Roy Batty
Daily Stormer
October 23, 2018
Talking about corruption in America is taboo.
Its one of those taboos that no one even knows is a taboo because there’s no one trying to ban or censor talk about corruption because no one is really interested in that thing/has grown up in a high trust society and seemingly forgotten that it exists.
Other countries talk about corruption a lot. Every other day, there’s news and people are complaining about how a government contractor was overcharging and is now only getting a few years in jail and how corruption is a problem and blah blah blah.
You don’t get that in America. Probably because the US government has an abundance mentality. Furthermore, they see egregious offenders like the military as a means of propping up the economy. Keynesian spending basically. Doesn’t really even matter what it’s even spent on.
Like, say, $1300 cups.
It doesn’t really matter how much the military spends when the main purpose of the military is to hand out government contracts to private contractors like Lockheed Martin who then employ Americans who wouldn’t have jobs otherwise in key swing states with Senators and Congressmen who go to Washington to basically lobby for these handouts to go to companies like Lockheed Martin.
One thing is for sure: a lot of people are getting filthy stinking rich because of this system.

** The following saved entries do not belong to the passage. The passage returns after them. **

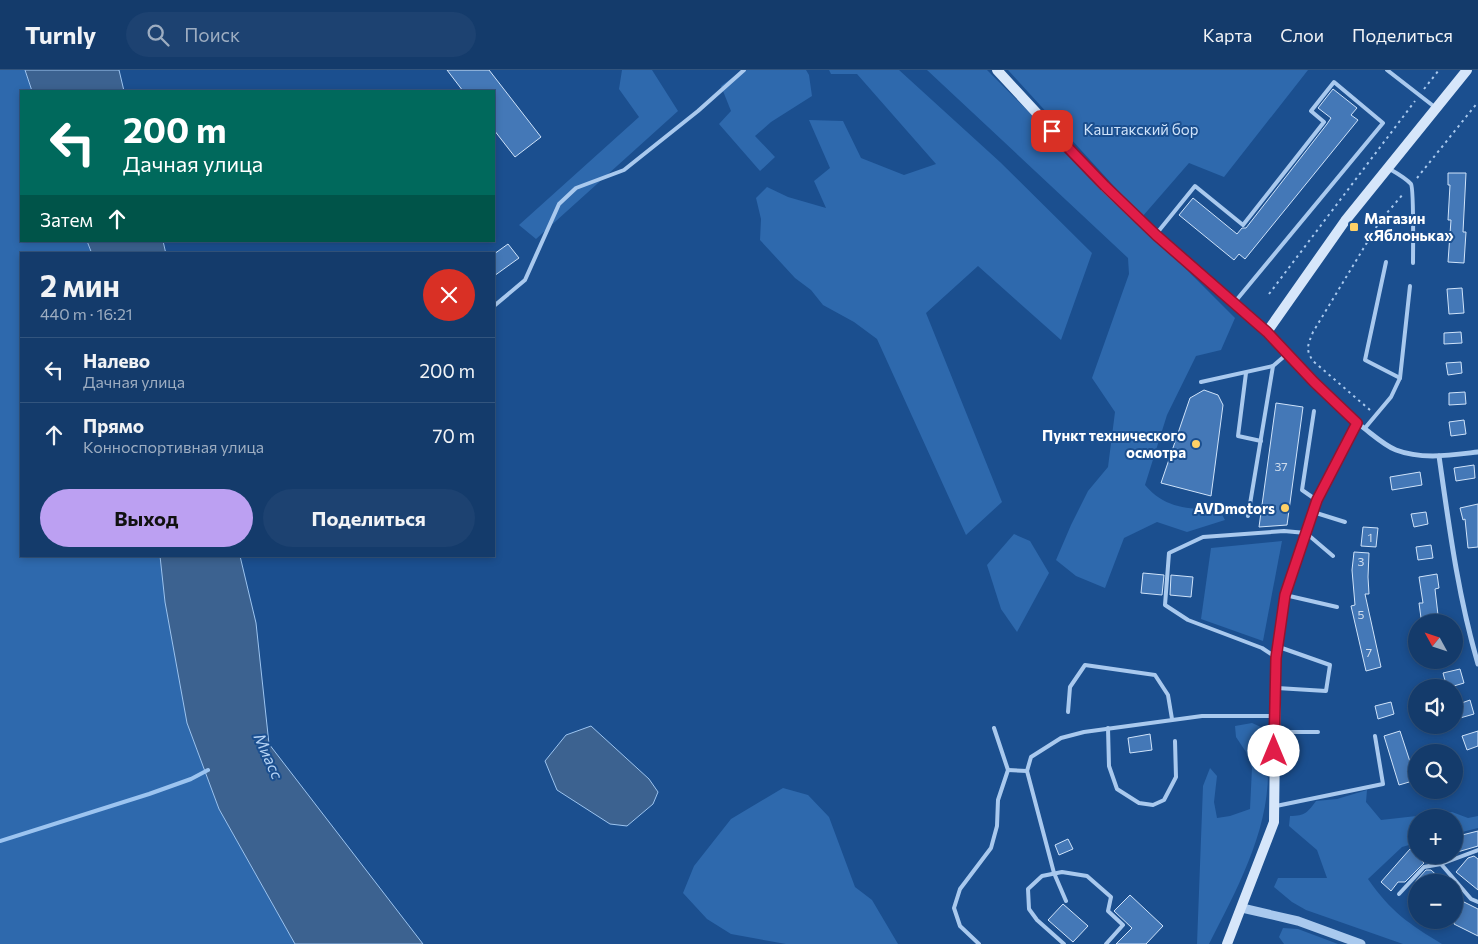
<!DOCTYPE html>
<html lang="ru">
<head>
<meta charset="utf-8">
<style>
  :root { --surface:#143b6b; --page:#1d4271; --text:#f1f3f6; --muted:#9dadc1; --line:#33557e; --accent:#bca0f2 }
  body { margin:0; font-family:Commissioner,sans-serif; background:var(--page); color:var(--text); height:100vh; display:flex; flex-direction:column; font-size:19px; white-space:nowrap }
  * { box-sizing:border-box; margin:0 }
  p { font-size:16px; color:var(--muted) }
  .icon { flex:none; width:28px; height:28px; fill:none; stroke:currentColor; stroke-width:2; stroke-linecap:round; stroke-linejoin:round }
  .map { position:relative; flex:1; overflow:hidden }
  .details { position:absolute; left:20px; top:182px; width:475px; height:305px; display:flex; flex-direction:column; background:var(--surface); border-radius:0px; box-shadow:0 2px 8px #0003,0 0 0 1px var(--line) }
  .details>* { flex:none }
  .guide { position:absolute; left:20px; top:20px; width:475px; height:152px; border-radius:0px; box-shadow:0 2px 8px #0003,0 0 0 1px var(--line); background:#00695c; color:#fff; overflow:hidden }
  .needle { width:32px; rotate:310deg }
  .tools { position:absolute; left:1408px; top:544px; display:grid; gap:10px }
  .tools a { display:grid; place-items:center; width:55px; height:55px; border-radius:50%; background:var(--surface); box-shadow:0 2px 8px #0003,0 0 0 1px var(--line); font-size:25px }
  .pin { position:absolute; display:grid; place-items:center; width:42px; height:42px; color:#fff; margin:-21px; border-radius:10px; box-shadow:0 2px 8px #0006 }
  .me { position:absolute; width:55px; margin:-28px; rotate:0deg; stroke-linejoin:round; filter:drop-shadow(0 0 4px #0008) }
  .turn { display:flex; align-items:center; gap:18px; height:105px; padding:0 20px; font-size:22px }
  .turn .icon { width:65px; height:65px; stroke-width:2.5 }
  .turn b { display:block; font-size:35px; line-height:42px }
  .then { display:flex; align-items:center; height:48px; padding:0 20px; background:#0003; gap:10px; font-size:19px }
  .round { display:grid; place-items:center; flex:none; width:52px; height:52px; border-radius:26px; background:var(--page) }
  .head { display:flex; align-items:center; justify-content:space-between; height:85px; padding:0 20px }
  h1 { font-size:30px; font-weight:700; line-height:38px }
  .primary-button { display:flex; gap:10px; margin-top:auto; padding:10px 20px }
  .primary-button a { flex:1; height:58px; border-radius:30px; background:var(--accent); color:#111; font-size:20px; font-weight:700; line-height:58px; text-align:center }
  .primary-button a+a { background:var(--page); color:var(--text) }
  ul { padding:0; list-style:none }
  li { display:flex; align-items:center; gap:15px; height:65px; padding:0 20px; border-top:1px solid var(--line) }
  li div { flex:1 }
  li b { display:block; font-size:19px }
  li em { font-style:normal }
  header { display:flex; align-items:center; gap:30px; box-sizing:border-box; height:70px; padding:0 25px; background:var(--surface); border-bottom:1px solid var(--line) }
  header strong { font-size:24px }
  nav { display:flex; gap:28px; margin-inline-start:auto; font-size:18px }
  .search { width:350px; height:45px; background:var(--page); display:flex; align-items:center; gap:12px; box-sizing:border-box; padding:0 18px; border-radius:28px; color:var(--muted); font-size:19px }
  .map>svg:first-child { display:block }
  .green { fill:#2e69ad }
  .water { fill:#3c6290; stroke:#9cc4f0 }
  .lines { fill:none; stroke-linecap:round; stroke-linejoin:round }
  .stream { stroke:#9cc4f0; stroke-width:4 }
  .building { fill:#4478b7; stroke:#cfe3fa }
  .path { stroke:#a9c9ee; stroke-width:2; stroke-dasharray:2.5 4; stroke-linecap:butt }
  .service { stroke:#a9c9ee; stroke-width:4 }
  .minor { stroke:#a9c9ee; stroke-width:5 }
  .tertiary { stroke:#a9c9ee; stroke-width:9 }
  .secondary { stroke:#d6e6fa; stroke-width:10 }
  .route-casing { stroke:#92132f; stroke-width:12 }
  .route { stroke:#e11d48; stroke-width:9 }
  .poi-dot { fill:#ffd166; stroke:#1b4f8f; stroke-width:2 }
  .labels { text-anchor:middle; dominant-baseline:central; stroke-width:4; stroke-linejoin:round; paint-order:stroke }
  .number-label { font-size:12px; fill:#d0dded }
  .park-label { font-size:15px; fill:#cfe3fa; stroke:#1b4f8f }
  .poi-label { font-size:15px; font-weight:bold; fill:#fff; stroke:#1b4f8f; text-anchor:end }
  .water-label { font-size:16px; font-style:italic; fill:#b5d3f5; stroke:#1b4f8f }
</style>
</head>
<body>
<header>
<strong>Turnly</strong>
<div class="search"><svg class="icon" aria-label="search" viewBox="0 0 24 24"><circle cx="10" cy="10" r="6"/><path d="M15 15l6 6"/></svg>Поиск</div>
<nav><a>Карта</a><a>Слои</a><a>Поделиться</a></nav>
</header>
<div class="map">
<svg width="1478" height="874" viewBox="0 0 1478 874">
  <rect width="100%" height="100%" fill="#1b4f8f"/>
  <!-- green -->
  <g class="green">
    <path d="M0,0H25L32,21H21V171H87L92,184H21V486H160L165,532L187,653L219,739L295,874H0Z"/>
    <path d="M622,0H652L678,41L536,169L519,155L639,47L619,19Z"/>
    <path d="M743,0H806L809,5L812,26L771,52L755,66L775,87L760,101L719,54L731,41L721,16Z"/>
    <path d="M829,0H899L1000,92L1092,183L1061,270L978,196L926,243L1002,432L966,465L877,269L854,252L823,235L811,220L795,208L760,170L761,149L756,128L767,117L788,127L826,138L814,111L830,98L809,50L843,51L861,88L904,105L936,94L857,4H831Z"/>
    <path d="M927,0H987L1235,248L1221,280L1196,286L1167,345L1145,415C1166,440 1190,438 1220,441L1225,450L1187,462L1157,452L1124,468L1105,518L1076,506L1056,490L1071,455L1088,421L1108,397L1115,342L1092,308L1129,204L1128,188Z"/>
    <path d="M1008,0H1308L1224,107L1189,93L1142,147Z"/>
    <path d="M1014,464L1030,471L1049,503L1017,562L1001,539L987,495Z"/>
    <path d="M1282,471L1263,571L1201,549L1211,478Z"/>
    <path d="M1252,653L1261,657C1285,733 1242,809 1209,874H1197L1203,716L1210,698L1217,706L1214,732L1217,748L1230,746L1250,739L1252,698L1246,682L1236,667L1235,656Z"/>
    <path d="M783,718L808,725L829,747L855,817L872,830L898,874H786L731,864L707,849L683,823L694,796L731,749Z"/>
    <path d="M1367,720L1366,732L1381,750L1452,742L1468,748L1478,746V758L1454,764V748H1416V773L1402,777L1368,809C1391,842 1409,854 1442,874H1403L1306,840L1292,832L1274,817L1278,808H1327L1317,780L1289,756L1290,746C1305,746 1308,742 1316,731L1337,729Z"/>
    <path d="M1283,858L1298,859L1338,874H1284L1279,867Z"/>
  </g>
  <!-- water -->
  <g class="water">
    <path d="M25,0H119L124,21H32Z"/>
    <path d="M87,171H163L166,184H92Z"/>
    <path d="M160,486H240L256,553L269,674L423,874H295L219,739L187,653L165,532Z"/>
    <path d="M591,656L649,709L658,722L653,734L627,756L610,754L557,720L545,691L566,665Z"/>
  </g>
  <g class="lines">
    <!-- stream -->
    <path class="stream" d="M0,771L149,724L191,709L208,700"/>
  </g>
  <!-- building -->
  <g class="building">
    <path d="M447,0H489L541,67L515,87L494,60V21H463Z"/>
    <path d="M1333,19L1357,38L1351,45L1358,50L1245,189L1239,184L1234,190L1179,145L1193,128L1237,164L1242,158H1246L1327,54L1331,48L1318,38Z"/>
    <path d="M1448,103H1466L1463,162H1466L1464,193L1448,192L1451,150H1448L1450,115H1448Z"/>
    <path d="M508,174L519,188L494,206V184Z"/>
    <path d="M1462,218L1464,243L1449,244L1447,219Z"/>
    <path d="M1461,262L1462,273L1444,274V263Z"/>
    <path d="M1461,292L1462,303L1448,305L1446,293Z"/>
    <path d="M1204,320L1218,325L1223,335L1211,426L1161,413L1190,328Z"/>
    <path d="M1465,322L1466,334L1449,335V323Z"/>
    <path d="M1276,333L1303,337L1287,455L1259,457Z"/>
    <path d="M1464,350L1466,364L1451,366L1449,352Z"/>
    <path d="M1474,395L1475,408L1456,411L1454,398Z"/>
    <path d="M1420,402L1422,415L1392,420L1390,407Z"/>
    <path d="M1478,434V477L1468,478L1465,449L1463,450L1460,438Z"/>
    <path d="M1426,442L1428,454L1414,457L1411,444Z"/>
    <path d="M1363,457L1378,458L1376,477L1361,476Z"/>
    <path d="M1431,475L1433,488L1418,490L1416,477Z"/>
    <path d="M1354,482L1369,483L1368,507L1369,524H1365L1381,597L1366,601L1351,536L1355,535L1352,500Z"/>
    <path d="M1143,503L1164,505L1162,525L1141,523Z"/>
    <path d="M1437,504L1439,518L1435,519L1438,545L1421,548L1419,533H1423L1419,507Z"/>
    <path d="M1171,505L1193,507L1191,527L1170,525Z"/>
    <path d="M1460,599L1464,613L1447,618L1443,603Z"/>
    <path d="M1470,630L1474,644L1460,648L1456,635Z"/>
    <path d="M1391,632L1394,644L1378,649L1375,636Z"/>
    <path d="M1400,661L1416,710L1399,715L1384,666Z"/>
    <path d="M1478,661V676L1467,680L1462,666Z"/>
    <path d="M1150,664L1152,680L1130,683L1128,668Z"/>
    <path d="M1478,761V776L1454,783V767Z"/>
    <path d="M1068,769L1073,779L1059,785L1055,775Z"/>
    <path d="M1410,779L1424,793L1405,812H1398L1391,821L1381,812Z"/>
    <path d="M1474,786L1478,789V820L1456,802L1468,788Z"/>
    <path d="M1426,800H1431L1444,812H1415Z"/>
    <path d="M1454,822L1464,832L1478,839V866L1454,854Z"/>
    <path d="M1130,825L1163,856L1146,874H1116L1132,858L1114,841Z"/>
    <path d="M1063,834L1088,856L1073,872L1048,850Z"/>
  </g>
  <g class="lines">
    <!-- path -->
    <g class="path">
      <path d="M1424,19L1439,0"/>
      <path d="M1417,108L1478,32"/>
      <path d="M1269,224L1415,31"/>
      <path d="M1370,340L1313,291C1305,279 1308,275 1313,262L1380,151L1404,123"/>
    </g>
    <!-- service -->
    <g class="service">
      <path d="M1387,0L1436,38"/>
      <path d="M1388,98C1395,102 1406,108 1411,114C1414,119 1413,182 1413,193"/>
      <path d="M1157,163L1195,116L1243,155L1324,52L1311,41L1334,12L1383,53L1234,233"/>
      <path d="M1386,192L1365,290L1400,308"/>
      <path d="M494,236L525,210L559,134L576,118L624,100L698,41L744,0"/>
      <path d="M1246,303L1238,366L1261,371"/>
      <path d="M1201,312L1273,296L1287,284"/>
      <path d="M1314,341L1302,420L1315,429"/>
      <path d="M1365,358L1391,327L1400,308L1410,216"/>
      <path d="M1313,442L1345,452"/>
      <path d="M1248,446L1273,296"/>
      <path d="M1285,525L1337,537"/>
      <path d="M1274,586L1262,578L1188,550L1165,535L1169,483L1203,467L1284,461L1306,463L1333,486"/>
      <path d="M1277,618L1326,621L1330,595L1279,577"/>
      <path d="M1068,642L1070,617L1085,595L1155,605L1168,625L1172,649"/>
      <path d="M1108,658L1109,696L1117,719L1139,733L1153,735L1164,730L1176,707L1175,671"/>
      <path d="M1277,662H1318"/>
      <path d="M1008,700L1027,701"/>
      <path d="M1276,736L1383,714L1375,666"/>
      <path d="M1478,780L1441,794L1471,829L1478,832"/>
      <path d="M1399,824L1424,797L1441,794"/>
      <path d="M1066,831L1054,803L1027,701L1031,687L1061,668L1084,662L1202,646H1274"/>
      <path d="M979,874L960,856L954,838L960,819L991,778L997,756L998,730L1008,700L994,658"/>
      <path d="M1064,874L1037,850L1029,839L1028,819L1042,806L1062,802L1087,806L1111,827L1108,841L1123,855L1106,874"/>
    </g>
    <!-- minor -->
    <g class="minor">
      <path d="M1357,353C1369,361 1383,375 1396,380C1422,390 1452,385 1478,382"/>
      <path d="M1439,386C1449,456 1458,526 1478,594"/>
    </g>
    <!-- tertiary -->
    <path class="tertiary" d="M1242,838L1298,851L1361,874"/>
    <!-- secondary -->
    <g class="secondary">
      <path d="M997,0L1105,117L1156,165L1267,262L1315,313L1357,353L1317,430L1285,525L1276,588L1274,752L1227,874"/>
      <path d="M1267,262L1345,151L1467,0"/>
    </g>
  </g>
  <g class="lines">
    <!-- route casing -->
    <g class="route-casing">
      <path id="route" d="M1052,61L1105,116L1156,165L1267,262L1314,312L1357,353L1317,430L1285,525L1276,588L1274,681"/>
    </g>
    <!-- route -->
    <use href="#route" class="route"/>
  </g>
  <!-- markers -->
  <g class="poi-dot">
    <rect x="1349" y="152" width="10" height="10" rx="2.5"/>
    <circle cx="1196" cy="374" r="5"/>
    <circle cx="1285" cy="438" r="5"/>
  </g>
  <g class="labels">
    <!-- number labels -->
    <g class="number-label">
      <text x="1281" y="396">37</text>
      <text x="1370" y="467">1</text>
      <text x="1361" y="491">3</text>
      <text x="1361" y="544">5</text>
      <text x="1369" y="582">7</text>
    </g>
    <!-- park labels -->
    <g class="park-label">
      <text x="1141" y="59">Каштакский бор</text>
    </g>
    <!-- poi labels -->
    <g class="poi-label">
      <text x="1364" y="148" text-anchor="start">Магазин<tspan x="1364" dy="17">«Яблонька»</tspan></text>
      <text x="1186" y="365">Пункт технического<tspan x="1186" dy="17">осмотра</tspan></text>
      <text x="1275" y="438">AVDmotors</text>
    </g>
    <!-- water labels -->
    <g class="water-label">
      <text transform="translate(269 686) rotate(66)">Миасс</text>
    </g>
  </g>
</svg>
<div class="tools">
<a><svg class="needle" viewBox="-14 -14 28 28"><path d="M0-13l5 13h-10z" fill="#e53935"/><path d="M0 13l5-13h-10z" fill="#9dadc1"/></svg></a>
<a><svg class="icon" aria-label="sound" viewBox="0 0 24 24"><path d="M4 9h4l5-4v14l-5-4H4zM17 9q2 3 0 6"/></svg></a>
<a><svg class="icon" aria-label="search" viewBox="0 0 24 24"><circle cx="10" cy="10" r="6"/><path d="M15 15l6 6"/></svg></a>
<a>+</a>
<a>−</a>
</div>
<div class="pin" style="left:1052px;top:61px;background:#d93025"><svg class="icon" aria-label="arrive" viewBox="0 0 24 24"><path d="M6 21V4h12l-3 4 3 4H6"/></svg></div>
<svg class="me" style="left:1274px;top:681px" viewBox="-20 -20 40 40"><circle r="19" fill="#fff"/><path d="M0-13L10 11 0 6-10 11z" fill="#e11d48"/></svg>
<div class="guide">
<div class="turn"><svg class="icon" aria-label="left" viewBox="0 0 24 24"><path d="M17 20v-9H6M10 6l-5 5 5 5"/></svg><div><b>200 m</b>Дачная улица</div></div>
<div class="then">Затем<svg class="icon" aria-label="ahead" viewBox="0 0 24 24"><path d="M12 20V5M6 11l6-6 6 6"/></svg></div>
</div>
<section class="details">
<div class="head"><div><h1>2 мин</h1><p>440 m · 16:21</p></div><a class="round" style="background:#d93025;color:#fff"><svg class="icon" aria-label="close" viewBox="0 0 24 24"><path d="M6 6l12 12M18 6L6 18"/></svg></a></div>
<ul>
<li><svg class="icon" aria-label="left" viewBox="0 0 24 24"><path d="M17 20v-9H6M10 6l-5 5 5 5"/></svg><div><b>Налево</b><p>Дачная улица</p></div><em>200 m</em></li>
<li><svg class="icon" aria-label="ahead" viewBox="0 0 24 24"><path d="M12 20V5M6 11l6-6 6 6"/></svg><div><b>Прямо</b><p>Конноспортивная улица</p></div><em>70 m</em></li>
</ul>
<div class="primary-button"><a>Выход</a><a>Поделиться</a></div>
</section>
</div>
</body>
</html>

The Air Force, under fire for throwing down $1,280 apiece to replace in-flight reheating cups after their handles break, is pledging to use 3-D printing to get that replacement cost down to 50 cents.
But Sen. Chuck Grassley, R-Iowa, is still wondering why these pricey water heaters are necessary in the first place, and plans to keep pushing the Air Force to find cheaper ways to warm up their coffee.
The cups, which plug into outlets on cargo planes to reheat liquids such as water or coffee, have a faulty plastic handle that easily breaks when the cups are dropped. And because replacement parts for the cup are no longer made, the Air Force has had to order a whole new cup when the handle breaks.
In an Oct. 2 letter to Air Force Secretary Heather Wilson, Grassley said that 25 replacement cups, each costing roughly $1,280 each, have been bought this year alone, for a total of roughly $32,000. The 60th Aerial Port Squadron at Travis Air Force Base in California spent nearly $56,000 to replace broken cups over the past three years.
If this happened in any other country, people would call it corruption.
But when it comes to the US, and the US military more specifically, the word is conspicuously left out.
And, America is a rich country, so I suppose it’s whatever. No one really cares.
But I think people are going to be in for a rude awakening about the US military. How often do we hear that America outspends all the other countries in the world on its’ military and that’s why it’s #1?
Does investing in $1,300 cups prove that your military is #1?
This whole “US military #1” thing is a psyop. It’s a form of propaganda to try and demoralize anyone who might think about opposing the US government.
But there’s no reason to get fooled by high price tags. No reason to fool yourself into thinking your enemy is invincible when really, he ain’t all that.
Methinks that we might soon find out that the US military is the biggest paper tiger/white elephant in world history.
That some contractors and politicians got very rich, but that it did very little for the US military.